## What is required
When a line in the entries contains the word "Dénivelé", copy that line in full.

## Input material

--------

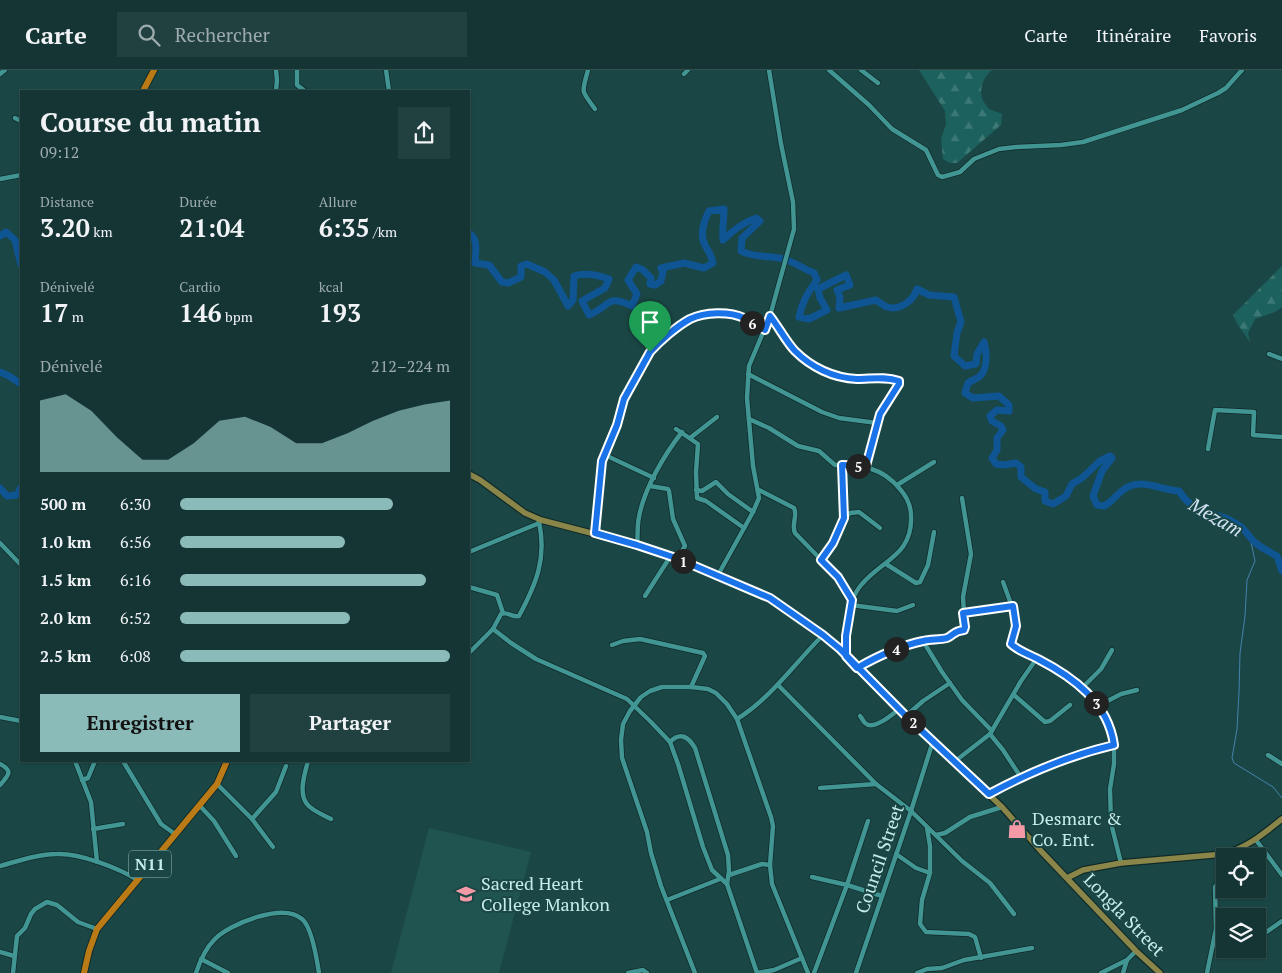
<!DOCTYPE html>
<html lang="fr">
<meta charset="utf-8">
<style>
:root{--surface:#143534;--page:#214040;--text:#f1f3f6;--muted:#9dabac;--line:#33504f;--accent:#8bbbb9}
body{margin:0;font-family:"PT Serif",serif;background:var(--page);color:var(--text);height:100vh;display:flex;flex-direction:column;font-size:19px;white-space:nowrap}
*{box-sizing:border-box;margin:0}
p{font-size:16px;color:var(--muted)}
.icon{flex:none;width:28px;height:28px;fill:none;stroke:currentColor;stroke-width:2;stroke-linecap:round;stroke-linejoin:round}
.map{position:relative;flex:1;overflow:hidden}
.drawer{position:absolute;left:20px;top:20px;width:450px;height:672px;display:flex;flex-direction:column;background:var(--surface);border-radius:0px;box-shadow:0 1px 4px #0004,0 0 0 1px var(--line)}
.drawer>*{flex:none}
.buttons{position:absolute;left:1216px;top:778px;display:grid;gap:10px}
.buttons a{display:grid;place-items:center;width:50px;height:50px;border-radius:0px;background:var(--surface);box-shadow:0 1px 4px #0004,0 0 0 1px var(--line);font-size:25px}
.pin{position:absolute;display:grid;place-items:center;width:42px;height:42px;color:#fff;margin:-51px -21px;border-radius:50% 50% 50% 0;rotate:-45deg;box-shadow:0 0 5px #0007}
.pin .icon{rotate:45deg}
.km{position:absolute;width:25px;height:25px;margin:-12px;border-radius:50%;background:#222;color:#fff;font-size:14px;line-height:25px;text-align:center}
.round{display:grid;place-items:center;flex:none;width:52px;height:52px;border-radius:0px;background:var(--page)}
.head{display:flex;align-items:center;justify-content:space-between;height:85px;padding:0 20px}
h1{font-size:28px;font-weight:700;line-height:38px}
.metrics{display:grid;grid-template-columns:repeat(3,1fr);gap:8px;height:85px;padding:5px 20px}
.metrics div{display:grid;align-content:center}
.metrics b{font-size:25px;font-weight:700}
.metrics small{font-size:14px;font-weight:400}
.metrics p{font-size:14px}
.chart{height:140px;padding:10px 20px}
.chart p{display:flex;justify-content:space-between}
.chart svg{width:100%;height:90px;margin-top:5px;fill:var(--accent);opacity:.7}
.primary-button{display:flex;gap:10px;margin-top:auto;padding:10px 20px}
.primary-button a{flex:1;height:58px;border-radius:0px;background:var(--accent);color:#111;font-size:20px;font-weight:700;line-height:58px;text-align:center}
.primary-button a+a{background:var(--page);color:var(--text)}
ul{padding:0 20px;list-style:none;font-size:16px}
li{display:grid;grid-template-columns:80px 60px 1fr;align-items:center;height:38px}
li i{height:12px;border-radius:6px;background:var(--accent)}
header{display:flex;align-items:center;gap:30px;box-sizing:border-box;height:70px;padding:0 25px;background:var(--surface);border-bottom:1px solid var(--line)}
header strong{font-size:24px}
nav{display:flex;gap:28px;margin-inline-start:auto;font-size:18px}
.search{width:350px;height:45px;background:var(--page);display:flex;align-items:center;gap:12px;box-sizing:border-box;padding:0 18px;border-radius:0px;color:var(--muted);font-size:19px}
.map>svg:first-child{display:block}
.built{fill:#205451}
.forest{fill:url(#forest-firs)}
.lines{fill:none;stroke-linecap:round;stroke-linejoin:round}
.stream{stroke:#4682ae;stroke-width:1}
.river{stroke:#0f5594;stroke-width:7}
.minor-casing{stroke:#102a29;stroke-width:6}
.major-casing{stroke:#102a29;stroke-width:8}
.highway-casing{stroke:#102a29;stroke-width:8}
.minor{stroke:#419592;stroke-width:4.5}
.major{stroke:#8a8548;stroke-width:5.5}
.highway{stroke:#ba7b16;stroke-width:6}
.route-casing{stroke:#fff;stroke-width:10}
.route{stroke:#1a73e8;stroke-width:6}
.labels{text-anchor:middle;stroke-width:4;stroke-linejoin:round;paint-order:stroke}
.shield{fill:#1a4745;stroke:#92bab8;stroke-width:1}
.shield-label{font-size:16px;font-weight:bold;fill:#c5ece9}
.poi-label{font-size:18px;fill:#c5ece9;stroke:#1a4745;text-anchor:start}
.street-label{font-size:18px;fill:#c5ece9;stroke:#1a4745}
.water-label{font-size:19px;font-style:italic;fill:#d3e3f5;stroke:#1a4745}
</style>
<header>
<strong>Carte</strong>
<div class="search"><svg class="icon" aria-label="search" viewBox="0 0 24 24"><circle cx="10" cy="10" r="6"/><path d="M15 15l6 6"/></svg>Rechercher</div>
<nav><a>Carte</a><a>Itinéraire</a><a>Favoris</a></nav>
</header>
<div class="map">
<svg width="1282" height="903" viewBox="0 0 1282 903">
<defs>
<pattern id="forest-firs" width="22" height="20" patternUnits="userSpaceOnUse" patternTransform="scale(1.25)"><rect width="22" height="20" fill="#1c615e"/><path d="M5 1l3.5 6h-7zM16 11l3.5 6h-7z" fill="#3c7875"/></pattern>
</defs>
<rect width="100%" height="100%" fill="#1a4745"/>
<path class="built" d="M429,758L531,782L499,903H391Z"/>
<g class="forest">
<path d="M919,0H992C984,6 979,18 982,28C983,32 987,36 989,39L1002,44L1001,55L957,93H950L943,89L941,68L946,55L945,41Z"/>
<path d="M1282,196V237L1275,242L1255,249L1248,263L1250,272L1238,255L1233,245Z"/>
</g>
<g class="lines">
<path class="stream" d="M1245,462L1251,472L1255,491L1247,510L1245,546L1240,583L1239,623L1237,659L1232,688L1234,693L1273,717L1282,728"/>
<g class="river">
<path d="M469,163C478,168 476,182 475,193L489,195L502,212L508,213L521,207V196L527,194L545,202L554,210L568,236L573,230L574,206C586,202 598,205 609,209L605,218L582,231L589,245C610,237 606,223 632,236L637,224L628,210L636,197L643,200L651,208L650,214L655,215L661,211L663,201L661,198L684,193L704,198L713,193C711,184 709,183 705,175C699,164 704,151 709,141L724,139C724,150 722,159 723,170C733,160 743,153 756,148L760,151L742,168L741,181C753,188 770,185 784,189C794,192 804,199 814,203L817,210C808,222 802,232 799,247L809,249L827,240L820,228L818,219L846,205L850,215L837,220L840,227L839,238L876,230C879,232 883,235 887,237C900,241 914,230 917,219L929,225L954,227L961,252L957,263L954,286L965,296L976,294L977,284L984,272C987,282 988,300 979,307C976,309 971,311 968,313L965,323L973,328L999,326L1009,335V341L997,340L990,346L992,351L1001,356L1003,360L997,368V380L992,388L996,394L1004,395L1016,393L1021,397V407L1036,419L1045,422V431L1053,434L1066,426L1072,414L1082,408L1100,391L1110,386L1112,388L1102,401L1093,426L1097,435L1104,436C1112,432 1115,426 1122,421C1139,406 1160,420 1179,421C1197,449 1218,439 1241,457C1247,462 1251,470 1257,474C1263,479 1270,482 1277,486L1282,501"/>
<path d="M0,166L6,162L15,170L21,195"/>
<path d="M0,302L9,306L21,314"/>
<path d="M0,418L7,426L17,425L21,417"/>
</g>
<g class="minor-casing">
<g id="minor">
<path d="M297,0V15L305,21"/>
<path d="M386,0L389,21"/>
<path d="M588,0C582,23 580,19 595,39"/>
<path d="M829,0L869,35L892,59L926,80L938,105L942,107L960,102L974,89L999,79L1016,77L1061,75L1083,72L1182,40L1218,23L1226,18L1242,0"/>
<path d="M861,0L878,13"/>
<path d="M0,4L5,0"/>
<path d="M684,4L688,0"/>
<path d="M276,21L277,10L276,0"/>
<path d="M15,48L21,51"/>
<path d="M0,109L21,105"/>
<path d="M770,246C778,256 787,273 795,281C811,297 833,308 857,309C871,310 884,307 899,311V314L880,344L866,396"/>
<path d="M1269,284L1282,289"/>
<path d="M748,304L822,342L839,348L877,353"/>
<path d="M749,349L769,358L798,376L819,381L835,395C862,396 881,396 900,419C907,427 911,435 911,446C913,485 882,490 862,514C858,518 855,524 852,530"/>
<path d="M676,359L698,374L696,402L697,428L706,431L744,458"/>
<path d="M690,368L717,347"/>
<path d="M1208,379L1215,340L1254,342L1253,365L1282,367"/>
<path d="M605,385L654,408"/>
<path d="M842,395L845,448"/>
<path d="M897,415L934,392"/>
<path d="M650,416L668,419L669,421L673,449L685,476L677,489"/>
<path d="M696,420L702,421L716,412L728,424L753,442"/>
<path d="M759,420L794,438C798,446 791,454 795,463L838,507L852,530L846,566V586"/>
<path d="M595,463L602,391L617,355L624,329L650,281L659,272L690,249L706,245L725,244L743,247L765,260"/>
<path d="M0,473L21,495"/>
<path d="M637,475C638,466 637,456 639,447C644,419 664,385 682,362"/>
<path d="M469,482L537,454L541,451"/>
<path d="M821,490L833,473L845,448L850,443L859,442L880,458"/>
<path d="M886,494L916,513L920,512L928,495L934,462"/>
<path d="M718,505L753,442L759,428L753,396L747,328L749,296L770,246L794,159L793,132L781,74L769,0"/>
<path d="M1003,512L1015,545L1016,556L1011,574L1072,609L1083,617L1098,636L1105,648L1112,663L1114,675V694L1110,719L1111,753L1121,793"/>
<path d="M469,517L497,525L503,543"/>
<path d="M645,526L670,487"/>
<path d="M851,535L897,541L913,535"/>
<path d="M963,543L1013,536"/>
<path d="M493,559L511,573L536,589L627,629L651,652L670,672L678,694L703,777L712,800L727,814"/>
<path d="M923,571L942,602L962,630L992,661"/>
<path d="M612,575L623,571L640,569L703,583L705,586L691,617"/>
<path d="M469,583L493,559L501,544C507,541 513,548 519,546C536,514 547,489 539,452"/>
<path d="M857,597L886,582L905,576L923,571L947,568L954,561L965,559L963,527L971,484L962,428"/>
<path d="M778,615L876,714L911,741L962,791L990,813L1014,844"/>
<path d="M1083,617L1101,599L1112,580"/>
<path d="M1014,625L1045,652L1050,651L1070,635"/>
<path d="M1098,636L1121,624L1137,620"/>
<path d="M860,646C862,648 863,651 865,653C873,661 892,645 899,639"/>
<path d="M906,646L923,631L950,613"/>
<path d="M0,647L21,651"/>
<path d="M737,649C771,628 794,594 823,565"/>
<path d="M670,672C680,662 688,666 695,678L728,785L729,801L727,814L757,903L774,900L802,888"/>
<path d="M1268,685L1282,694"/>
<path d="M75,691L91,732L97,792"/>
<path d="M123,691L161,754L175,764"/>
<path d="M308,691C305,703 298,723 307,734C312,741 324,745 331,749"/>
<path d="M954,692L990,664L1021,611L1037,588"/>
<path d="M0,694C14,701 8,706 0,715"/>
<path d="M1022,709L1088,681L1114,675"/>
<path d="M82,710L88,708L95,691"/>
<path d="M217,714L252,749L273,777"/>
<path d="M820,718L876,714"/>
<path d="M989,724L1022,709L1003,680L990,664"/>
<path d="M200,736L214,751L236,786"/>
<path d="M252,749L276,722L286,696"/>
<path d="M927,758L930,776V803L922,830L920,854L926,862L969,864L975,867L981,888"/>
<path d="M93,759L123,754"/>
<path d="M936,765L945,763L970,747L1002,737"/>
<path d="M1256,770L1282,805"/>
<path d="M896,784L916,798L930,803"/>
<path d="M1236,786L1240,779"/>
<path d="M0,796C18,791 38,784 57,784C80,783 118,798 138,810"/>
<path d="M729,805L762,794L770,795"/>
<path d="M812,807L847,815L882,826"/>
<path d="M667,830L720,809"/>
<path d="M1258,868L1282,851"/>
<path d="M1214,875L1225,874"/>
<path d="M0,882L14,886"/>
<path d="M201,889L228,903"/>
<path d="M13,903L17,866L25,858L31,844L35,839L47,832L57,835L78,852L97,859"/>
<path d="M196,903C200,891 205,879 214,870C229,854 283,832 302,849C312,857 317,890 319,903"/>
<path d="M628,903L643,900L647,903"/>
<path d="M695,903L661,816L651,783L647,762L622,688L621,670L623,654L630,641L641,627L650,621L662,617H691L708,619L716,623L727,634L737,649L771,747L773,756L770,795L772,814L808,903"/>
<path d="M814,903L847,815L868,751"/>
<path d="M856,903L911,741L933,671"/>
<path d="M917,903L927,899L942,898L964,890L1032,878"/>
<path d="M1101,903L1127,890L1136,881"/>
<path d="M1123,903L1127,890"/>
<path d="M1207,903L1216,859L1215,817L1225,803"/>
</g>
</g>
<g class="major-casing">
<g id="major">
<path d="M469,404L480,410L525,443L541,450L637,475L718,505L771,528L823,565L846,586L906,646L1002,737L1040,780L1136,881L1160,903"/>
<path d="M1067,808L1083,800L1121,793L1224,784C1248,777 1263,764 1282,749"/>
</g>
</g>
<g class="highway-casing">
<g id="highway">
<path d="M143,21L154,0"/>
<path d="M84,903L89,881L97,859L217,714L227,691"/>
</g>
</g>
<use href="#minor" class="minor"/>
<use href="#major" class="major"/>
<use href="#highway" class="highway"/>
</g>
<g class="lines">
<g class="route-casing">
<path id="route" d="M650,282L624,329L617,355L602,391L595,463L637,475L676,488L770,528L823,565L840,579L906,646L989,724C1028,703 1071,685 1114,675C1108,632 1073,607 1038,589C1029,584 1018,581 1011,574L1016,556L1013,536L963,543L965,557L964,560C953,561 954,565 947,568C939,570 930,569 923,571C899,576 878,586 857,598L846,586V566L852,530L838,507L821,490L833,473L844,448L842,395L866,396L880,344L899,314V311C885,306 871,309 857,309C833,308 811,297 795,281C787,273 778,256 770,246L765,260C758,256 751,251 744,248C729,241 705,242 690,249C677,256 660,271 650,282"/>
</g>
<use href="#route" class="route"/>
</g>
<defs>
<g id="shop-bare" transform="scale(1.5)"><path d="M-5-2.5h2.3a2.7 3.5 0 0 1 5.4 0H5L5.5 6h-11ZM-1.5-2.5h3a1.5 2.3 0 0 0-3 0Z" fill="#f49aa6" stroke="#1a4745" stroke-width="2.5" paint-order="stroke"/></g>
<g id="school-bare" transform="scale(1.5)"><path d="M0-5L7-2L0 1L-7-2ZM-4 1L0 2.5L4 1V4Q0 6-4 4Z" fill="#f49aa6" stroke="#1a4745" stroke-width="2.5" paint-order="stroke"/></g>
</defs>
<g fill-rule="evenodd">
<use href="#shop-bare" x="1017" y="759"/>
<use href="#school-bare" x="466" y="824"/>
</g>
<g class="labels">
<rect class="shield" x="129" y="780.5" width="42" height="27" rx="4"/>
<g class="shield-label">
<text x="150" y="800">N11</text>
</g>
<g class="poi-label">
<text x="1032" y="755">Desmarc &amp;<tspan x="1032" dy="21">Co. Ent.</tspan></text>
<text x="481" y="820">Sacred Heart<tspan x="481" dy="21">College Mankon</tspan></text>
</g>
<g class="street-label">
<text transform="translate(880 789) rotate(-71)" y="6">Council Street</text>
<text transform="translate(1124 845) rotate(46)" y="6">Longla Street</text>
</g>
<g class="water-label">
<text transform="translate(1216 447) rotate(30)" y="7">Mezam</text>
</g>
</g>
</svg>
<div class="buttons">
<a><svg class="icon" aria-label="locate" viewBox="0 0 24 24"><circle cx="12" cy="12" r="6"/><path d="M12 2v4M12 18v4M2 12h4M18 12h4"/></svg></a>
<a><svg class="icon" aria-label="layers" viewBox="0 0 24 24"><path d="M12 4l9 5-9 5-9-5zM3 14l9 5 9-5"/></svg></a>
</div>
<div class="pin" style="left:650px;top:282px;background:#1e9e55"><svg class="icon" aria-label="arrive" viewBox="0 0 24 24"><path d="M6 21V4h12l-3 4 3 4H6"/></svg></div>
<b class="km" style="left:683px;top:491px">1</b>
<b class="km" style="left:913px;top:652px">2</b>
<b class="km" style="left:1096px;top:633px">3</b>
<b class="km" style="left:896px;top:579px">4</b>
<b class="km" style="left:858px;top:396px">5</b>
<b class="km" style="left:752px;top:253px">6</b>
<section class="drawer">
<div class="head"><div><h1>Course du matin</h1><p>09:12</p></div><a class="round"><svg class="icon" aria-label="share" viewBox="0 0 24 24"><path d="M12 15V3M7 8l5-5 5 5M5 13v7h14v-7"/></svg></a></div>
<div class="metrics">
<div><p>Distance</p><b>3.20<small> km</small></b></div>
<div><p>Durée</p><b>21:04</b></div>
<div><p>Allure</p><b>6:35<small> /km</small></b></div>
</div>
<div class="metrics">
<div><p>Dénivelé</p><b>17<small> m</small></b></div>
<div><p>Cardio</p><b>146<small> bpm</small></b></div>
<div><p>kcal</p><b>193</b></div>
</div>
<div class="chart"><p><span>Dénivelé</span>212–224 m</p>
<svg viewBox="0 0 160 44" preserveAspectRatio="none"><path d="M0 44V9L10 6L20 14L30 27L40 38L50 38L60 30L70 19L80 17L90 22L100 30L110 30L120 25L130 19L140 14L150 11L160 9V44z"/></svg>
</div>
<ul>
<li><b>500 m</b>6:30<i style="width:79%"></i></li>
<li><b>1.0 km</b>6:56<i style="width:61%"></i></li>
<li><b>1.5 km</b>6:16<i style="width:91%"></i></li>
<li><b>2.0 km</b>6:52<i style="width:63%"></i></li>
<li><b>2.5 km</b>6:08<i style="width:100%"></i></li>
</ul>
<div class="primary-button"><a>Enregistrer</a><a>Partager</a></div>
</section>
</div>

--------

## Reply to the exercise
<div><p>Dénivelé</p><b>17<small> m</small></b></div>
<div class="chart"><p><span>Dénivelé</span>212–224 m</p>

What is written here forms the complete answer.